### Data provided
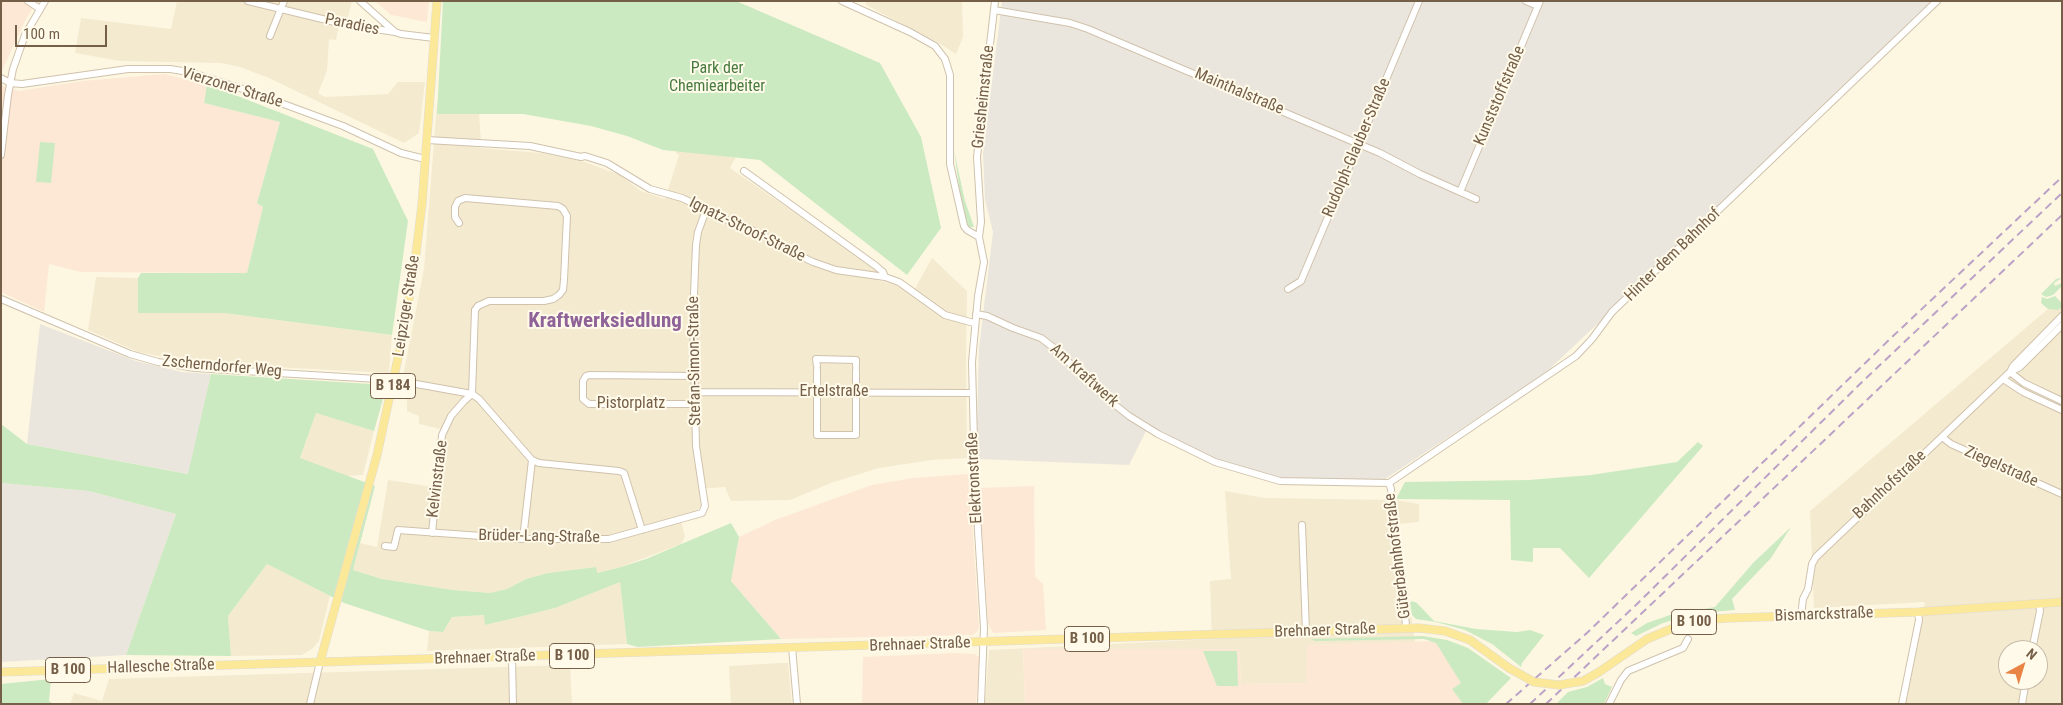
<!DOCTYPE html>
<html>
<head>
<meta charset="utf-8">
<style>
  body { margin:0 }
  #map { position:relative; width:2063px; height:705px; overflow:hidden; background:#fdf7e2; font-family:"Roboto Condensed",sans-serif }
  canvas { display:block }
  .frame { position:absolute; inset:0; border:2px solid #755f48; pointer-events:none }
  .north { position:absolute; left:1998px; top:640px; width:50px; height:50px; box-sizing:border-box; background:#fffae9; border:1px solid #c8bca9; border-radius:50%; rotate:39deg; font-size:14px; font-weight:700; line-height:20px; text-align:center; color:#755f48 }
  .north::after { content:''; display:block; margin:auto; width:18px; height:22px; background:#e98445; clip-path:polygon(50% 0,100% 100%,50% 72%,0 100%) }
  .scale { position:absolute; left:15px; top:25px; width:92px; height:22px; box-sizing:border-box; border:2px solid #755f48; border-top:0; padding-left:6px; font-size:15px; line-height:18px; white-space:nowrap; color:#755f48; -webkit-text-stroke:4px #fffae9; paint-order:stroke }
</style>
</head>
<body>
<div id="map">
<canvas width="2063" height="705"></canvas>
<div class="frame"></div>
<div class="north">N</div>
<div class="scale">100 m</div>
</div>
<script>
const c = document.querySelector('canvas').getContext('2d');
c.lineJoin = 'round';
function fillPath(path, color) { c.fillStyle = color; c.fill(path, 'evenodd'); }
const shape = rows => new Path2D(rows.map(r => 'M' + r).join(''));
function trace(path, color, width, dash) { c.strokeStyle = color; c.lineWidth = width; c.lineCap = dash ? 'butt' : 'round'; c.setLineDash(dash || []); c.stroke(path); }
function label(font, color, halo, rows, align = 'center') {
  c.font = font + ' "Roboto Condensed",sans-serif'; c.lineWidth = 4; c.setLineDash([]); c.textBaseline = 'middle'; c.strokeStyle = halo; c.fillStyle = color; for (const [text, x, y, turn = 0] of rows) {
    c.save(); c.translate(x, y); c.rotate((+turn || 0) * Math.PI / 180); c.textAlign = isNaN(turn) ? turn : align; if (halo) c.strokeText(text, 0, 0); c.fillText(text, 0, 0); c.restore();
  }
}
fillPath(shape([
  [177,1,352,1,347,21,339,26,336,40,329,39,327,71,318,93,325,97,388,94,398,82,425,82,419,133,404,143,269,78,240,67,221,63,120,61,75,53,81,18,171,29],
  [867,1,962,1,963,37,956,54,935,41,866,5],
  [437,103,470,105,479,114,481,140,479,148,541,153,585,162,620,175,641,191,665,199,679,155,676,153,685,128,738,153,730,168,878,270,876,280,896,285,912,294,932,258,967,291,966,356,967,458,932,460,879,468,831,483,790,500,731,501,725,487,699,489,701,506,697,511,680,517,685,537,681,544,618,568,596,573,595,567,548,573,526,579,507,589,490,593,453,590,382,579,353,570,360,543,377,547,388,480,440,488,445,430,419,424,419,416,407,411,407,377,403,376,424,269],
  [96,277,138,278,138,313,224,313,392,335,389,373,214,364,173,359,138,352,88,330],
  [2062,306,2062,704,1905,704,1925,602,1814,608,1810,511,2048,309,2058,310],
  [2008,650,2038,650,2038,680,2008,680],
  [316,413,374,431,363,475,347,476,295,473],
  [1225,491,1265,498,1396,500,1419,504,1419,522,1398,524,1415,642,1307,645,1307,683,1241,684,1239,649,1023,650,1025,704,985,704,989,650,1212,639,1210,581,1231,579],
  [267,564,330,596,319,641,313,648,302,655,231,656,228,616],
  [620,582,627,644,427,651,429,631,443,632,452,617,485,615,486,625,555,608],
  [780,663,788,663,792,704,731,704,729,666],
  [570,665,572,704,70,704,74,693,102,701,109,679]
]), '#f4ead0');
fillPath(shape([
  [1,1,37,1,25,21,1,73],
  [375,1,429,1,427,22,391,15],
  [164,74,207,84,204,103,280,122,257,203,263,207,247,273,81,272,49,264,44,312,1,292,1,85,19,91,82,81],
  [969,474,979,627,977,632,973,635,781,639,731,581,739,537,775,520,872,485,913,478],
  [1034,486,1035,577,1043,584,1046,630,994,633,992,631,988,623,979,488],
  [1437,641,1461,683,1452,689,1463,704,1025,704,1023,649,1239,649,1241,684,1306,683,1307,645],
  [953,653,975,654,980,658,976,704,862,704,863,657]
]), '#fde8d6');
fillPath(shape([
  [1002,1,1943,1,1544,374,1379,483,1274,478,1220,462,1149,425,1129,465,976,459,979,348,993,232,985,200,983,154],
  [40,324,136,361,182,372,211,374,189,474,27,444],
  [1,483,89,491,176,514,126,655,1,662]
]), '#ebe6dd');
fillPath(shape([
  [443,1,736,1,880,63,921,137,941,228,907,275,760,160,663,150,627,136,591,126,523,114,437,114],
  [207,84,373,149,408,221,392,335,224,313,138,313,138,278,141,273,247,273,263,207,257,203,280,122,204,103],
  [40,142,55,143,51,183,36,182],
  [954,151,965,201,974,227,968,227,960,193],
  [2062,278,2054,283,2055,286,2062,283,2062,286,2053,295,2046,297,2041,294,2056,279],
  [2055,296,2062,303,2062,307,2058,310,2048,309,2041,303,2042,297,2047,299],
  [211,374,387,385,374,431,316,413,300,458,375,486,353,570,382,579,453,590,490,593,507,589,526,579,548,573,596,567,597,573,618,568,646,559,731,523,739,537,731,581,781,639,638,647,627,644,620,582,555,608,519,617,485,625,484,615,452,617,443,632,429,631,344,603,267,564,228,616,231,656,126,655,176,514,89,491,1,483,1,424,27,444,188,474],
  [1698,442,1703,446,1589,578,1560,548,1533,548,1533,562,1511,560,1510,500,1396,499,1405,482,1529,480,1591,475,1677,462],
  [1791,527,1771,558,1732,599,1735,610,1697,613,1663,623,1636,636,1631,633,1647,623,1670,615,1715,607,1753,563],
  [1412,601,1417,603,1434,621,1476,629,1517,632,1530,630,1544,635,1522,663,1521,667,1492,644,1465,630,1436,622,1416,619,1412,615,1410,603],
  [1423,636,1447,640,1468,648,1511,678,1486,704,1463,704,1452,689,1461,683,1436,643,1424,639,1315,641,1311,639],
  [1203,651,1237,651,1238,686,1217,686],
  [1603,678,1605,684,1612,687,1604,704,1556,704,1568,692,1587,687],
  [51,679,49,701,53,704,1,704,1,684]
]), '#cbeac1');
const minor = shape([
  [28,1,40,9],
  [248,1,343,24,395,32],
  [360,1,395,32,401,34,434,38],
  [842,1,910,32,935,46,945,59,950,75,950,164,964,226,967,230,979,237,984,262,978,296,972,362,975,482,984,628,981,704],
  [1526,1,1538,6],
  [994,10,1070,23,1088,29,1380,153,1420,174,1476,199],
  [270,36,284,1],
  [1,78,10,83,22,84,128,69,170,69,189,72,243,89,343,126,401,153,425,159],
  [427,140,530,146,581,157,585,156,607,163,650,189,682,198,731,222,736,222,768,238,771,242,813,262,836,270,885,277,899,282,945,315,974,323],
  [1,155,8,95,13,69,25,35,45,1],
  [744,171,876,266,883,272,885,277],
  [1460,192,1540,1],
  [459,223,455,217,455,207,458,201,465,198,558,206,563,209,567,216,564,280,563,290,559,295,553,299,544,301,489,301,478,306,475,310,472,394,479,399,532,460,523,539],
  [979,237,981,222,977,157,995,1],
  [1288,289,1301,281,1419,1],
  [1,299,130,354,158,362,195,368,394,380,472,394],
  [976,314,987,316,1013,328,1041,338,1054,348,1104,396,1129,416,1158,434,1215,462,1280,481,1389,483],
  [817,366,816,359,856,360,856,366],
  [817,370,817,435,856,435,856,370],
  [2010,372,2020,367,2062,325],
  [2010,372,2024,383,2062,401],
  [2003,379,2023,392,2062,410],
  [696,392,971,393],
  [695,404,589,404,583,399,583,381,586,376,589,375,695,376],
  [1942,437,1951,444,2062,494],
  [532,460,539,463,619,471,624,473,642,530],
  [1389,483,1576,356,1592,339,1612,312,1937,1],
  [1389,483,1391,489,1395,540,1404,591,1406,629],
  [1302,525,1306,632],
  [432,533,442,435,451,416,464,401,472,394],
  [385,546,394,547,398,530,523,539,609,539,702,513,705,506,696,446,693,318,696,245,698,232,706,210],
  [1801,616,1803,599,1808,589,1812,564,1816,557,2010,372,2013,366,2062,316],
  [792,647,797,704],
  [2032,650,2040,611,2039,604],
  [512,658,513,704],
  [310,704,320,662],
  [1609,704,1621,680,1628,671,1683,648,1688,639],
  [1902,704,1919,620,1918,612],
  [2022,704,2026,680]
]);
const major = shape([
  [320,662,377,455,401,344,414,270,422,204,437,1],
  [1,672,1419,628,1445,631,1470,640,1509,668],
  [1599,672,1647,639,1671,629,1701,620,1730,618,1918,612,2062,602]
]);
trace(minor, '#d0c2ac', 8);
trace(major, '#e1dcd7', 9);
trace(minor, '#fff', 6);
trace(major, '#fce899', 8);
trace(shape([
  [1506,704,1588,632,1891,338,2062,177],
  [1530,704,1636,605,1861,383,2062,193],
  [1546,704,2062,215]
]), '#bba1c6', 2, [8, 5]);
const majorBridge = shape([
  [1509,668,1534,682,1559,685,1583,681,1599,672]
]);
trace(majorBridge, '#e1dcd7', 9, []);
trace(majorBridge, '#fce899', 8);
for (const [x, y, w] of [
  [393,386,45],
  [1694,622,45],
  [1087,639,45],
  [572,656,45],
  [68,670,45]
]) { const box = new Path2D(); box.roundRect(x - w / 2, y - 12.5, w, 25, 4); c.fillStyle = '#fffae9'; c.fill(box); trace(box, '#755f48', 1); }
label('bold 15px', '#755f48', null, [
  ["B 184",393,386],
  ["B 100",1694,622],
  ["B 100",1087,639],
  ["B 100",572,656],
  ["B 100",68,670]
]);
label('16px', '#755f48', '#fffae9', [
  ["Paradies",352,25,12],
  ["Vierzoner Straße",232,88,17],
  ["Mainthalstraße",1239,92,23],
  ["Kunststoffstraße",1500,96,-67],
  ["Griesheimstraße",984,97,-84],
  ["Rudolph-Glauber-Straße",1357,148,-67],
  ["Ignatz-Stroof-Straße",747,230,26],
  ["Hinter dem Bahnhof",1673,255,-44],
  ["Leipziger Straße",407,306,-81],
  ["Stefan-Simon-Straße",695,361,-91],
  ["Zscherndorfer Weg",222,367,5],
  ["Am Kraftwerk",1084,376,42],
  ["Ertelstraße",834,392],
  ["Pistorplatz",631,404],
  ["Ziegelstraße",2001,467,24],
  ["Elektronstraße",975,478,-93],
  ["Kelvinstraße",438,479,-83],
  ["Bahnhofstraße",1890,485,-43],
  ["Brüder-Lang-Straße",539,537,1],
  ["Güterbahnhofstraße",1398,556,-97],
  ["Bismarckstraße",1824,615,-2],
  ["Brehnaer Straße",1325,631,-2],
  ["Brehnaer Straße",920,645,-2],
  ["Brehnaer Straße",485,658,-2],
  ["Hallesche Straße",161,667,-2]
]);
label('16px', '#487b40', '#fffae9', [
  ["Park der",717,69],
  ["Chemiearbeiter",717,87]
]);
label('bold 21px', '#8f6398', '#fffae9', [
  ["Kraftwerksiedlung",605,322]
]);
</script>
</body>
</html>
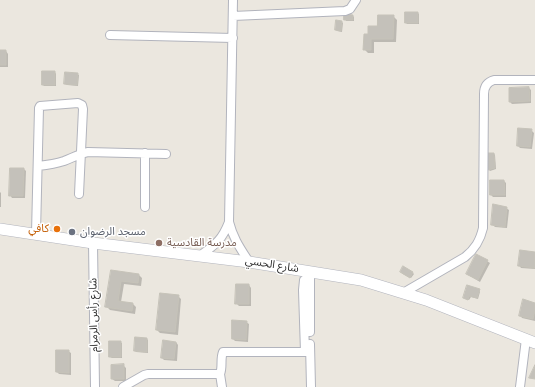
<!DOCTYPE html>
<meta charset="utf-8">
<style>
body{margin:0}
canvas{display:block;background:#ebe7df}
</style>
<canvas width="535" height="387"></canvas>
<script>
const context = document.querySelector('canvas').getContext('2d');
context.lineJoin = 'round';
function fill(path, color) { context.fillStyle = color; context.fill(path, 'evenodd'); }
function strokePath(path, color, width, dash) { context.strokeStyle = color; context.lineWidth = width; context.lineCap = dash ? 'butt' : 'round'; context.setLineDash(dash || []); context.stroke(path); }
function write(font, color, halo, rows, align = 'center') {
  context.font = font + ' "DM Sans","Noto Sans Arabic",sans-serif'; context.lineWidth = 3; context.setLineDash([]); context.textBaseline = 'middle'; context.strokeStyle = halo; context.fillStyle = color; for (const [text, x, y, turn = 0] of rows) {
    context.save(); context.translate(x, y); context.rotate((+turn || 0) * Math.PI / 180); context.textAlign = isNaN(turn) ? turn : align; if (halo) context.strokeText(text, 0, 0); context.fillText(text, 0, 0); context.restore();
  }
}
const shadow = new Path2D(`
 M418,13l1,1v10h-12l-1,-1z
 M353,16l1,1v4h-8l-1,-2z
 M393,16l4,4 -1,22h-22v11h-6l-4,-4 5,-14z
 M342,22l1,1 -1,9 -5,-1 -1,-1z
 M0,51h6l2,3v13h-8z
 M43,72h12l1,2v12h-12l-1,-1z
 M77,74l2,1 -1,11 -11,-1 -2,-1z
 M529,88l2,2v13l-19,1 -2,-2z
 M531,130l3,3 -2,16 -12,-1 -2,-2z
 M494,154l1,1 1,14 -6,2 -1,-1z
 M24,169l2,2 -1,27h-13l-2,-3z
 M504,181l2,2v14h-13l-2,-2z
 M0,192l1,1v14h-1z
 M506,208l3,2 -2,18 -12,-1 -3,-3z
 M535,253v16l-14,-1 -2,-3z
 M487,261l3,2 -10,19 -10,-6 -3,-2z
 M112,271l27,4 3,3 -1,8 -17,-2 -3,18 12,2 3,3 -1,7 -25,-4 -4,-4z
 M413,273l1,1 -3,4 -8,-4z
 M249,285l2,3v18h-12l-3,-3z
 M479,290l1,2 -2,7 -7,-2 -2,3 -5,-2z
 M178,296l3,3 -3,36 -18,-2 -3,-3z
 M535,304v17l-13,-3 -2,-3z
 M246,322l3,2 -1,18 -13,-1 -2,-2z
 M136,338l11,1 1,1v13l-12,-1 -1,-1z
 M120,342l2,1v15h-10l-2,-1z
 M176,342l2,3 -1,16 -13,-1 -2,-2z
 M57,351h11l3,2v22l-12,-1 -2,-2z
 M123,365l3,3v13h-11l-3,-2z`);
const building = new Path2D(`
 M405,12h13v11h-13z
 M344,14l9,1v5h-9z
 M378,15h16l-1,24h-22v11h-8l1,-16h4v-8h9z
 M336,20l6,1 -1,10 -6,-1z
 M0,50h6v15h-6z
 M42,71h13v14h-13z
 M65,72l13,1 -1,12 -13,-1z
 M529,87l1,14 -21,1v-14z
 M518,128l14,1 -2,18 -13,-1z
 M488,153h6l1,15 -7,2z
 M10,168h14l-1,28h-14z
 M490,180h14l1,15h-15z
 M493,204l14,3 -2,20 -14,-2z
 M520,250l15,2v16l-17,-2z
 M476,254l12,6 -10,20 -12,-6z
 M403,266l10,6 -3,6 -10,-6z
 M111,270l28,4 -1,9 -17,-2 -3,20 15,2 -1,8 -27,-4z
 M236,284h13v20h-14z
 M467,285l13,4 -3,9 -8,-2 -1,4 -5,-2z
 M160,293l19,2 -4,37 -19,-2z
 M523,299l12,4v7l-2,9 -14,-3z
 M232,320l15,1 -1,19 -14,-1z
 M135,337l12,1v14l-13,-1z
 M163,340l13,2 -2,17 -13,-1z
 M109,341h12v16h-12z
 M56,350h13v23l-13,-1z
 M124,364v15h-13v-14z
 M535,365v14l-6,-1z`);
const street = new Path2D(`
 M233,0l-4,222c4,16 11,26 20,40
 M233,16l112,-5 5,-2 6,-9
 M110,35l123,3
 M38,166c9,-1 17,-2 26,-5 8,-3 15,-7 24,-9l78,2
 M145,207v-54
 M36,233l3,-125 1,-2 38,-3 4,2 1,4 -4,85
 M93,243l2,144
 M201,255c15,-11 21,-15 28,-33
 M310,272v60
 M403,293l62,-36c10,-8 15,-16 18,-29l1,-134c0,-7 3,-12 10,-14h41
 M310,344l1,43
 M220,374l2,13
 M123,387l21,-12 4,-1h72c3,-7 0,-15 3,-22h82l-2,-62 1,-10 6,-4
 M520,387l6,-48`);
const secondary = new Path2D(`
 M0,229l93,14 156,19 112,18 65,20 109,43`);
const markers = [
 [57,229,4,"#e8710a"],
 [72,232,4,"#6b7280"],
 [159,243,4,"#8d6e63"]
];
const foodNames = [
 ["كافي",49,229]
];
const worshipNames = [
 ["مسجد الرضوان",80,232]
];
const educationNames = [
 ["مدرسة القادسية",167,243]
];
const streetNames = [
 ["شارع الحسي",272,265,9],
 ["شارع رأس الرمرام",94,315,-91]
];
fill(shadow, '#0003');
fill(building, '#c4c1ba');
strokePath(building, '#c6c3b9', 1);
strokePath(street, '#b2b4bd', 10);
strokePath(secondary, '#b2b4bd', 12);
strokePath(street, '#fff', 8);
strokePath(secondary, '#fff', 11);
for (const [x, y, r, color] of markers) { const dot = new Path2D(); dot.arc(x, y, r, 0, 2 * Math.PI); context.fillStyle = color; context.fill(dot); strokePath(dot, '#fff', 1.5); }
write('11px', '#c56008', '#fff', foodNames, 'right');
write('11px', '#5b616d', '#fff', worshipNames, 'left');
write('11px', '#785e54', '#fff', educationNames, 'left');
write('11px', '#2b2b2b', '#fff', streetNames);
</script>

### Your task
Each line above with the word "isNaN" needs to be copied.

### Response area
    c.save(); c.translate(x, y); c.rotate((+turn || 0) * Math.PI / 180); c.textAlign = isNaN(turn) ? turn : align; if (halo) c.strokeText(text, 0, 0); c.fillText(text, 0, 0); c.restore();
    context.save(); context.translate(x, y); context.rotate((+turn || 0) * Math.PI / 180); context.textAlign = isNaN(turn) ? turn : align; if (halo) context.strokeText(text, 0, 0); context.fillText(text, 0, 0); context.restore();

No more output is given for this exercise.